───── Exercise materials
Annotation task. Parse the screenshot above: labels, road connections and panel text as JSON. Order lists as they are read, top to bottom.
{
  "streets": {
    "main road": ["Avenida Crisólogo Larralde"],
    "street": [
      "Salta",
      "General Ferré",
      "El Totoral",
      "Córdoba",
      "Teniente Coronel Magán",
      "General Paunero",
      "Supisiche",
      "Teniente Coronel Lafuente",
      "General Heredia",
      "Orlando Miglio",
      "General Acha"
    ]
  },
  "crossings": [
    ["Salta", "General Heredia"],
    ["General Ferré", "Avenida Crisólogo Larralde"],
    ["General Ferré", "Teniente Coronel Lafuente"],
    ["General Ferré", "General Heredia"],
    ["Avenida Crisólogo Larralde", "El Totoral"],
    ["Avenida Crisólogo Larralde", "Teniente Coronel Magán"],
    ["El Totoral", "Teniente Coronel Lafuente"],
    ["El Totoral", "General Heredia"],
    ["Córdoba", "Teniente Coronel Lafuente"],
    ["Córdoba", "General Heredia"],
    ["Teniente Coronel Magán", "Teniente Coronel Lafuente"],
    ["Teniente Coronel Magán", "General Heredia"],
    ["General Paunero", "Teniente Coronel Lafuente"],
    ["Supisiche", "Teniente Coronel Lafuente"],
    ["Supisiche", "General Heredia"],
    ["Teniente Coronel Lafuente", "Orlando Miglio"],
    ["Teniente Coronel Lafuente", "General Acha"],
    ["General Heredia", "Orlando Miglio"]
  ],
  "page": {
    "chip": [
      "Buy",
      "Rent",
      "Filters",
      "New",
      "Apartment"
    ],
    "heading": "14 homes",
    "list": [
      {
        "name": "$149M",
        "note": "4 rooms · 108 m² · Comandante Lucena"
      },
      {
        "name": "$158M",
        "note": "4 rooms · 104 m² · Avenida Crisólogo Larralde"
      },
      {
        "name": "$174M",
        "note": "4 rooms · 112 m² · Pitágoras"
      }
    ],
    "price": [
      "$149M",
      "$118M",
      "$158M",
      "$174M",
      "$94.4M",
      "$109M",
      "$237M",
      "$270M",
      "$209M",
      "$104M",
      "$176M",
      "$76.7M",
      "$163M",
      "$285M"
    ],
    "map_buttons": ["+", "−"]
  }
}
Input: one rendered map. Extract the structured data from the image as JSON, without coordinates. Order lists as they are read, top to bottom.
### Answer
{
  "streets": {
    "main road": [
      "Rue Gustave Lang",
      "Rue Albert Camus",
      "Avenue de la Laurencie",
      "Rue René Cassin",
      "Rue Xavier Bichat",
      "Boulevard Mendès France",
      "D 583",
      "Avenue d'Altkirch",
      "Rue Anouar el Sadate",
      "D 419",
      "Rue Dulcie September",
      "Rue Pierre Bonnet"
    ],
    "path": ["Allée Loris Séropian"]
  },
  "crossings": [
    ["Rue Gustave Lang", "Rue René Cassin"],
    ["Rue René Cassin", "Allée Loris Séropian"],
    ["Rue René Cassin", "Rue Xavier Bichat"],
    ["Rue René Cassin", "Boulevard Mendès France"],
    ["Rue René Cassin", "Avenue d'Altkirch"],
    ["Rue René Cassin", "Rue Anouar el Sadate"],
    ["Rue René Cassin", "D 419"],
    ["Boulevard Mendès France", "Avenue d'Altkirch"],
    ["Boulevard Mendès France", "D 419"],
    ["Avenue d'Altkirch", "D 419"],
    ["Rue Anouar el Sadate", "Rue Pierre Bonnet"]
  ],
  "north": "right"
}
──────────
Task: Line by line, write out the whole listing exactly.

Problem solution:
Annotation task. Parse the screenshot above: labels, road connections and panel text as JSON. Order lists as they are read, top to bottom.
{
  "streets": {
    "main road": ["Avenida Crisólogo Larralde"],
    "street": [
      "Salta",
      "General Ferré",
      "El Totoral",
      "Córdoba",
      "Teniente Coronel Magán",
      "General Paunero",
      "Supisiche",
      "Teniente Coronel Lafuente",
      "General Heredia",
      "Orlando Miglio",
      "General Acha"
    ]
  },
  "crossings": [
    ["Salta", "General Heredia"],
    ["General Ferré", "Avenida Crisólogo Larralde"],
    ["General Ferré", "Teniente Coronel Lafuente"],
    ["General Ferré", "General Heredia"],
    ["Avenida Crisólogo Larralde", "El Totoral"],
    ["Avenida Crisólogo Larralde", "Teniente Coronel Magán"],
    ["El Totoral", "Teniente Coronel Lafuente"],
    ["El Totoral", "General Heredia"],
    ["Córdoba", "Teniente Coronel Lafuente"],
    ["Córdoba", "General Heredia"],
    ["Teniente Coronel Magán", "Teniente Coronel Lafuente"],
    ["Teniente Coronel Magán", "General Heredia"],
    ["General Paunero", "Teniente Coronel Lafuente"],
    ["Supisiche", "Teniente Coronel Lafuente"],
    ["Supisiche", "General Heredia"],
    ["Teniente Coronel Lafuente", "Orlando Miglio"],
    ["Teniente Coronel Lafuente", "General Acha"],
    ["General Heredia", "Orlando Miglio"]
  ],
  "page": {
    "chip": [
      "Buy",
      "Rent",
      "Filters",
      "New",
      "Apartment"
    ],
    "heading": "14 homes",
    "list": [
      {
        "name": "$149M",
        "note": "4 rooms · 108 m² · Comandante Lucena"
      },
      {
        "name": "$158M",
        "note": "4 rooms · 104 m² · Avenida Crisólogo Larralde"
      },
      {
        "name": "$174M",
        "note": "4 rooms · 112 m² · Pitágoras"
      }
    ],
    "price": [
      "$149M",
      "$118M",
      "$158M",
      "$174M",
      "$94.4M",
      "$109M",
      "$237M",
      "$270M",
      "$209M",
      "$104M",
      "$176M",
      "$76.7M",
      "$163M",
      "$285M"
    ],
    "map_buttons": ["+", "−"]
  }
}
Input: one rendered map. Extract the structured data from the image as JSON, without coordinates. Order lists as they are read, top to bottom.
### Answer
{
  "streets": {
    "main road": [
      "Rue Gustave Lang",
      "Rue Albert Camus",
      "Avenue de la Laurencie",
      "Rue René Cassin",
      "Rue Xavier Bichat",
      "Boulevard Mendès France",
      "D 583",
      "Avenue d'Altkirch",
      "Rue Anouar el Sadate",
      "D 419",
      "Rue Dulcie September",
      "Rue Pierre Bonnet"
    ],
    "path": ["Allée Loris Séropian"]
  },
  "crossings": [
    ["Rue Gustave Lang", "Rue René Cassin"],
    ["Rue René Cassin", "Allée Loris Séropian"],
    ["Rue René Cassin", "Rue Xavier Bichat"],
    ["Rue René Cassin", "Boulevard Mendès France"],
    ["Rue René Cassin", "Avenue d'Altkirch"],
    ["Rue René Cassin", "Rue Anouar el Sadate"],
    ["Rue René Cassin", "D 419"],
    ["Boulevard Mendès France", "Avenue d'Altkirch"],
    ["Boulevard Mendès France", "D 419"],
    ["Avenue d'Altkirch", "D 419"],
    ["Rue Anouar el Sadate", "Rue Pierre Bonnet"]
  ],
  "north": "right"
}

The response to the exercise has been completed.